(Beginning of Data extracts)
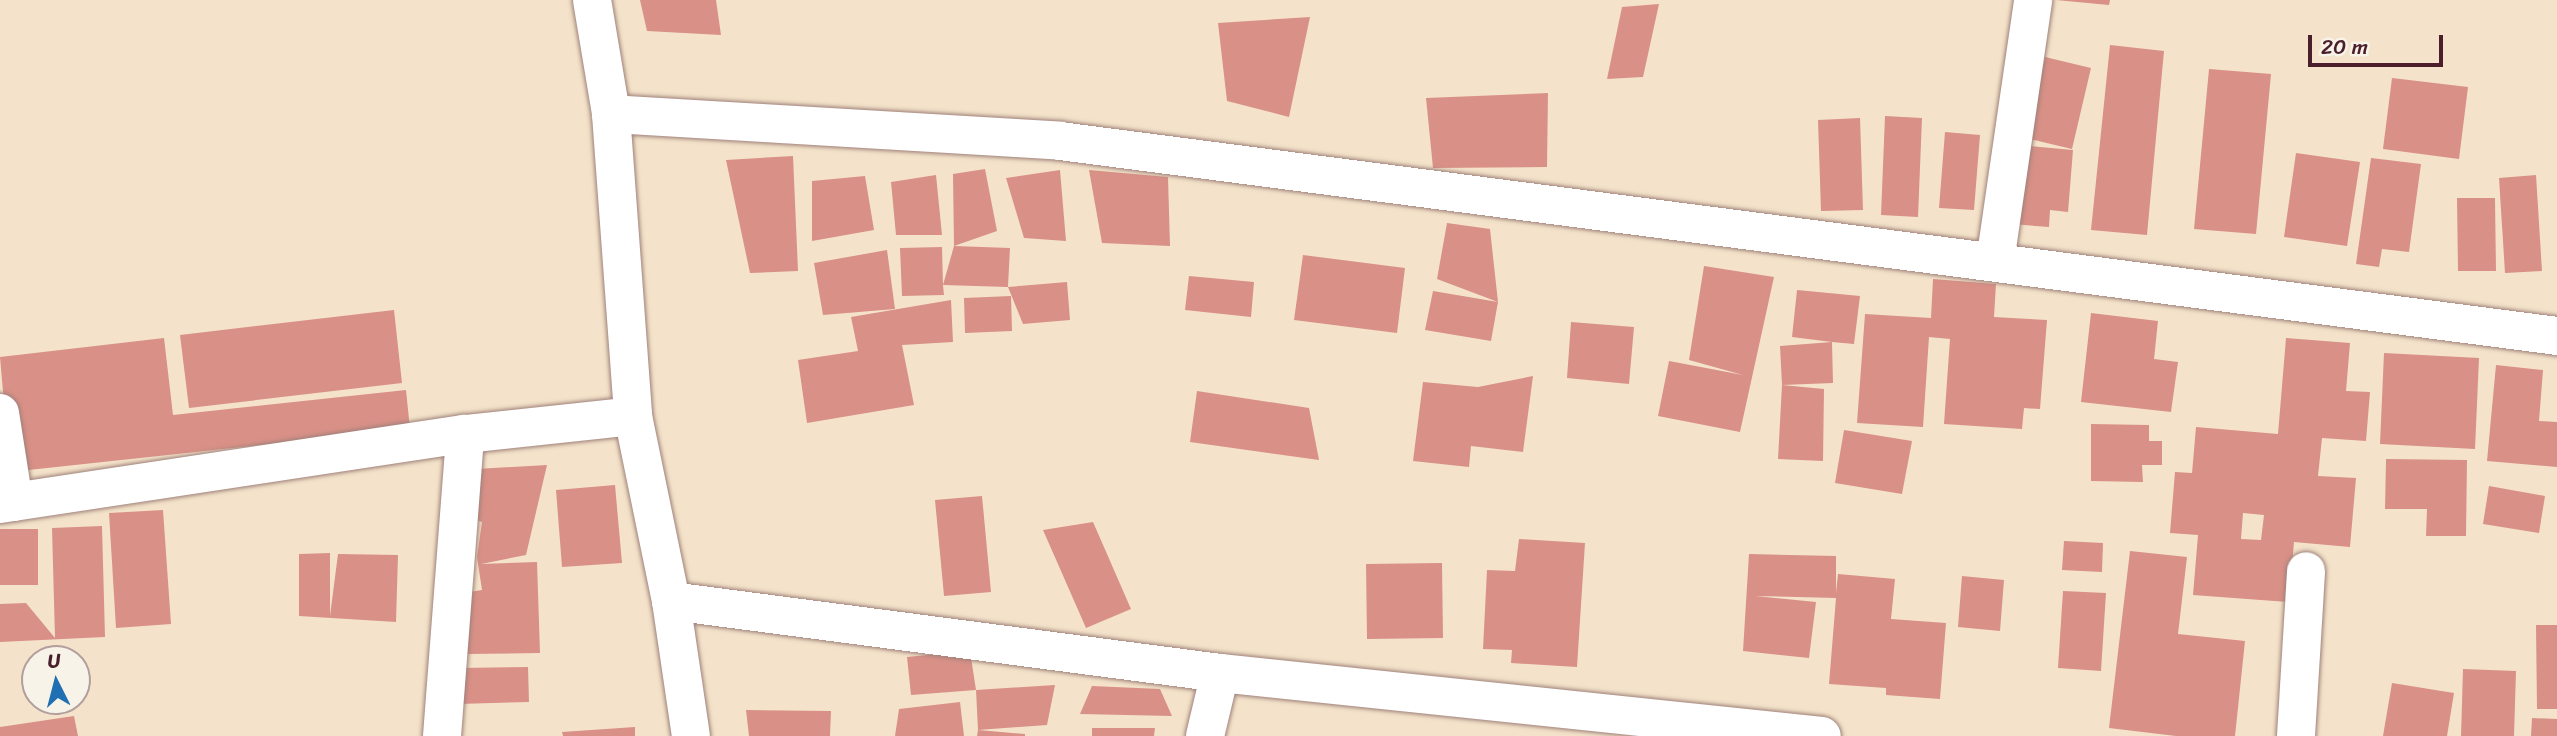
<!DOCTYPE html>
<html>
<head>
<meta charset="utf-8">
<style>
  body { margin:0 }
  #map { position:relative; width:2557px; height:736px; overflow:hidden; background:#f4e3ca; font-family:Sriracha,sans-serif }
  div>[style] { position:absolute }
  .building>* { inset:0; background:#d99087 }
  .roads { filter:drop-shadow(0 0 2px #9f817a) drop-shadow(0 0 2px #9f817a) }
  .minor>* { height:38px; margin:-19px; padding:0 19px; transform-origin:19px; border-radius:19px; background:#fff }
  span { translate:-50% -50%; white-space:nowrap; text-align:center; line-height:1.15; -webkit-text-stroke:5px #f7f3e8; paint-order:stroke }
  .north { position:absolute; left:21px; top:645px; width:70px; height:70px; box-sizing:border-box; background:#f7f3e8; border:2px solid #b29e9c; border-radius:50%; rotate:354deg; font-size:19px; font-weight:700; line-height:28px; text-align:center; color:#4a1f2b }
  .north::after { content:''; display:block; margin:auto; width:24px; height:32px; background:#1f6fb2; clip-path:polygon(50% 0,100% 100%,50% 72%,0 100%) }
  .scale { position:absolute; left:2308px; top:35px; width:135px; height:32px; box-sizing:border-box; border:4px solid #4a1f2b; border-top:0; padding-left:9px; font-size:21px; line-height:24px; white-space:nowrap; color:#4a1f2b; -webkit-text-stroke:5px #f7f3e8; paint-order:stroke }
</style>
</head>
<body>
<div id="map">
  <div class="building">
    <i style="clip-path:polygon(640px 0,716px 0,721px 35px,647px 31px)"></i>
    <i style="clip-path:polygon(2056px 0,2110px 0,2109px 5px)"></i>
    <i style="clip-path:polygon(1659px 4px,1643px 77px,1607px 79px,1622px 7px)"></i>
    <i style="clip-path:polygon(1310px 17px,1289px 117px,1227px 101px,1218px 23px)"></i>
    <i style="clip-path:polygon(2110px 45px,2164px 51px,2147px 235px,2091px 230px)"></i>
    <i style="clip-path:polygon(2045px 57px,2091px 68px,2072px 149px,2026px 138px)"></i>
    <i style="clip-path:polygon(2209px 69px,2271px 74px,2256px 234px,2194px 229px)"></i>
    <i style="clip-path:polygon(2392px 78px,2468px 87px,2459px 159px,2383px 149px)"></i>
    <i style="clip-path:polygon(1548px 93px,1547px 167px,1433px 168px,1426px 98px)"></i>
    <i style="clip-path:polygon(1885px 116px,1922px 118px,1918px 217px,1881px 215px)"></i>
    <i style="clip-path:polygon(1860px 118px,1863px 210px,1821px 211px,1818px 120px)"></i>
    <i style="clip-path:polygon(1945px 132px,1980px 135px,1974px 210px,1939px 208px)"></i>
    <i style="clip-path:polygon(2019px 145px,2073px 150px,2068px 212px,2050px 210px,2049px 227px,2011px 224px)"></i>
    <i style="clip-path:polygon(2296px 153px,2360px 162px,2347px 246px,2284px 237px)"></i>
    <i style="clip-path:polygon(793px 156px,798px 271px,750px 273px,726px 160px)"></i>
    <i style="clip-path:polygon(2371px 158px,2421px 164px,2409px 252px,2382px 249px,2379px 267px,2356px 264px)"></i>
    <i style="clip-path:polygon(985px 169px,997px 231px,954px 246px,953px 174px)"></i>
    <i style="clip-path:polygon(1060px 170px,1066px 241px,1024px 238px,1006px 178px)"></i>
    <i style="clip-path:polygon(1089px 170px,1168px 177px,1170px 246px,1102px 243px)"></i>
    <i style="clip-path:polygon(936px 175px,942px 235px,896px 235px,891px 182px)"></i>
    <i style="clip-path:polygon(2536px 175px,2542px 271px,2505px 273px,2499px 178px)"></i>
    <i style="clip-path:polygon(865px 176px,874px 230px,812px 241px,812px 181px)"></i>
    <i style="clip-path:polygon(2457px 198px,2495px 198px,2496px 271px,2458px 271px)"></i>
    <i style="clip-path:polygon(1447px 223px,1490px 229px,1498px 302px,1491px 341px,1425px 330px,1433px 291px,1498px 302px,1437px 279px)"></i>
    <i style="clip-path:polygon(954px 246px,1010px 248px,1008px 287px,943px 285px,944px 295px,902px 296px,900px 248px,942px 247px,943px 285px)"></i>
    <i style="clip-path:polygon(887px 250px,895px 309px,823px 315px,814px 263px)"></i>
    <i style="clip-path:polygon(1303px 255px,1405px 268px,1397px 333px,1294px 320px)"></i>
    <i style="clip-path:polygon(1704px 266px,1774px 277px,1740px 432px,1658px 416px,1669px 361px,1743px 375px,1689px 360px)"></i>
    <i style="clip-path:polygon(1189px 276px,1254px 282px,1251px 317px,1185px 310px)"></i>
    <i style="clip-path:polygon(1933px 279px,1996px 284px,1994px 317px,2047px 320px,2040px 409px,2024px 408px,2022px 429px,1944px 424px,1950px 339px,1929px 337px,1923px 427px,1857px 423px,1865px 314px,1931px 318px)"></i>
    <i style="clip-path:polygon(1067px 282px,1070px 320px,1023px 324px,1008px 287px)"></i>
    <i style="clip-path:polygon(1797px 290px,1860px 296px,1854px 344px,1832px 342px,1833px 383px,1782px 385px,1780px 346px,1832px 342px,1792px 337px)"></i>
    <i style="clip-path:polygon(1011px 296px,1012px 331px,965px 333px,964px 298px)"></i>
    <i style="clip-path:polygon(951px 300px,953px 342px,902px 345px,914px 405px,807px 423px,798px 360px,858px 351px,851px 317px)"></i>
    <i style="clip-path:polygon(394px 310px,402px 383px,189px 408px,180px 335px)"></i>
    <i style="clip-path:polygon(2091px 313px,2158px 321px,2154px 359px,2178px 362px,2171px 412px,2081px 402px)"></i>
    <i style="clip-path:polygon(1571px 322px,1634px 327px,1629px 384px,1567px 378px)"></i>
    <i style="clip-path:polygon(164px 338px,173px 415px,406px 390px,410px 429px,10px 472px,0 357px)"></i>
    <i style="clip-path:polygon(evenodd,2286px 338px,2350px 343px,2346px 391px,2370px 392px,2366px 441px,2322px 438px,2318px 476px,2356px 478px,2350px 547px,2294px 542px,2289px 602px,2193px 595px,2198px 535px,2170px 533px,2175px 472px,2192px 473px,2196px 427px,2278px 434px,2286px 338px,2243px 513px,2264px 515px,2261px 540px,2241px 539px,2243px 513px)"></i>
    <i style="clip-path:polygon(2384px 353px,2479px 358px,2475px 449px,2380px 444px)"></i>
    <i style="clip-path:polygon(2496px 365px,2543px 370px,2539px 421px,2557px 422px,2557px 467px,2487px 461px)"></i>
    <i style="clip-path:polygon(1533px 376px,1523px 452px,1471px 446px,1469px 467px,1413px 461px,1423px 382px,1478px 387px)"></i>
    <i style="clip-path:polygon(1782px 385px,1824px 389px,1823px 461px,1778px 459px)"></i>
    <i style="clip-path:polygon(1197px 391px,1309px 408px,1319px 460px,1190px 442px)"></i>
    <i style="clip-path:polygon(2091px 424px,2149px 425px,2149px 441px,2162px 441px,2162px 465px,2142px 465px,2143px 482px,2091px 481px)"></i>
    <i style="clip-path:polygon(1844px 430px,1912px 441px,1902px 494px,1835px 483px)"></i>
    <i style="clip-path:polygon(2386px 459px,2467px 460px,2466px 536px,2426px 536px,2427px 509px,2385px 509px)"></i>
    <i style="clip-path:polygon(547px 465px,526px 555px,481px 564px,537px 562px,540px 653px,466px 654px,469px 592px,482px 590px,477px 557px,482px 522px,470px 518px,476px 469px)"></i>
    <i style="clip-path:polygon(615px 485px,622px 563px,562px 567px,556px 490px)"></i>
    <i style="clip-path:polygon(2489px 486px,2545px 496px,2539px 533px,2483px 524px)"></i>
    <i style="clip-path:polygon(982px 496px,991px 592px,944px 596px,935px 500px)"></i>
    <i style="clip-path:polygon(163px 510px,171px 624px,116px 628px,109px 513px)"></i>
    <i style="clip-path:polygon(1093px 522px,1131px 609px,1086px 628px,1043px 530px)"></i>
    <i style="clip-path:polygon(102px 526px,105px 637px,0 642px,0 604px,26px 603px,55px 638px,52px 528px)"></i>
    <i style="clip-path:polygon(0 529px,38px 529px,38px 585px,0 585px)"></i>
    <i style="clip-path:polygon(1519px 539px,1585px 543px,1577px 667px,1511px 663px,1512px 650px,1483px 649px,1487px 570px,1515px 571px)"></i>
    <i style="clip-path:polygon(2064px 541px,2103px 543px,2102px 572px,2062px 570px)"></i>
    <i style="clip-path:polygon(2130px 551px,2187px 557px,2178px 634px,2245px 641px,2235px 736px,2176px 736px,2109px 728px)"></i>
    <i style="clip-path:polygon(330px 553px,330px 616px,338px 554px,398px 555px,396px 622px,299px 616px,299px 554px)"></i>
    <i style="clip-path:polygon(1749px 554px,1836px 556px,1836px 593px,1838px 574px,1895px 579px,1891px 619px,1946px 623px,1940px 699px,1886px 695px,1886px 688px,1829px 684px,1836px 598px,1755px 596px,1816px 602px,1809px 658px,1743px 651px)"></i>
    <i style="clip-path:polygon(1442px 563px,1443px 638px,1367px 639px,1366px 564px)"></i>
    <i style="clip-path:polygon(1962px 576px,2004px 580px,2000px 631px,1958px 627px)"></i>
    <i style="clip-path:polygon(2063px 591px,2106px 593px,2101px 671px,2058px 668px)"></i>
    <i style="clip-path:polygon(2536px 625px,2557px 625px,2557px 709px,2537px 709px)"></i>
    <i style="clip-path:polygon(970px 651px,976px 690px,911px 695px,907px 657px)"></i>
    <i style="clip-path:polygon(528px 667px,529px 702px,458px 704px,458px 668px)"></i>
    <i style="clip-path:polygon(2463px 669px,2516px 671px,2514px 736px,2461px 736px)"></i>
    <i style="clip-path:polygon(2392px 683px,2454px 693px,2447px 736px,2383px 736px)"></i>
    <i style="clip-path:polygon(1055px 685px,1047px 725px,978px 730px,976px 690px)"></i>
    <i style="clip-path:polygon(1092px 686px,1160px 689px,1172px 716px,1080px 714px)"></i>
    <i style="clip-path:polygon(960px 702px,964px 736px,895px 736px,899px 709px)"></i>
    <i style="clip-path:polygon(746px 710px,831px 711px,830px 736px,749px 736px)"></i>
    <i style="clip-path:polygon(74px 716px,78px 736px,0 736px,0 727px)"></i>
    <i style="clip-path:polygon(2532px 718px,2557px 719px,2557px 736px,2531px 736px)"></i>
    <i style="clip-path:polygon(635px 727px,635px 736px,563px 736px,562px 732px)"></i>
    <i style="clip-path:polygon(1092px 728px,1155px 728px,1154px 736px,1092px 736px)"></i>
    <i style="clip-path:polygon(978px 730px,1025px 734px,1025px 736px,977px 736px)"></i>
  </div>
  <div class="roads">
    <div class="minor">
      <i style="left:592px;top:0;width:116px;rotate:80.5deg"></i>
      <i style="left:611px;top:114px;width:303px;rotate:85.8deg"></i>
      <i style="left:633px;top:416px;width:189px;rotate:78.4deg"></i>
      <i style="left:671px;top:601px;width:136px;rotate:81.6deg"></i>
      <i style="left:611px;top:114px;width:450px;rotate:3.4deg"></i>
      <i style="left:1060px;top:141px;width:1510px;rotate:7.42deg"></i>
      <i style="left:1995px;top:262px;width:265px;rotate:-81.7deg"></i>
      <i style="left:0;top:413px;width:90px;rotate:81.1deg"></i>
      <i style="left:0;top:504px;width:470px;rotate:-8.6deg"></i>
      <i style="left:671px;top:601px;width:554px;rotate:7.47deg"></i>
      <i style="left:1220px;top:673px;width:605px;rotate:5.97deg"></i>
      <i style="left:442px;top:736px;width:303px;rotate:-85.6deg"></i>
      <i style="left:465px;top:434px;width:169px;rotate:-6.1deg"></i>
      <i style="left:1205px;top:736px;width:65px;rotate:-76.6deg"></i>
      <i style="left:2296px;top:736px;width:165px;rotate:-86.5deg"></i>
    </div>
  </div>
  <div class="north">U</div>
  <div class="scale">20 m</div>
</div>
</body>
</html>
(End of Data extracts)
# What you should do
The first line of the listing through the line with "position:absolute; left:21px; top:645px;": repeat exactly that span and nothing more, skipping pictures.

# Result of this task
<!DOCTYPE html>
<html>
<head>
<meta charset="utf-8">
<style>
  body { margin:0 }
  #map { position:relative; width:2557px; height:736px; overflow:hidden; background:#f4e3ca; font-family:Sriracha,sans-serif }
  div>[style] { position:absolute }
  .building>* { inset:0; background:#d99087 }
  .roads { filter:drop-shadow(0 0 2px #9f817a) drop-shadow(0 0 2px #9f817a) }
  .minor>* { height:38px; margin:-19px; padding:0 19px; transform-origin:19px; border-radius:19px; background:#fff }
  span { translate:-50% -50%; white-space:nowrap; text-align:center; line-height:1.15; -webkit-text-stroke:5px #f7f3e8; paint-order:stroke }
  .north { position:absolute; left:21px; top:645px; width:70px; height:70px; box-sizing:border-box; background:#f7f3e8; border:2px solid #b29e9c; border-radius:50%; rotate:354deg; font-size:19px; font-weight:700; line-height:28px; text-align:center; color:#4a1f2b }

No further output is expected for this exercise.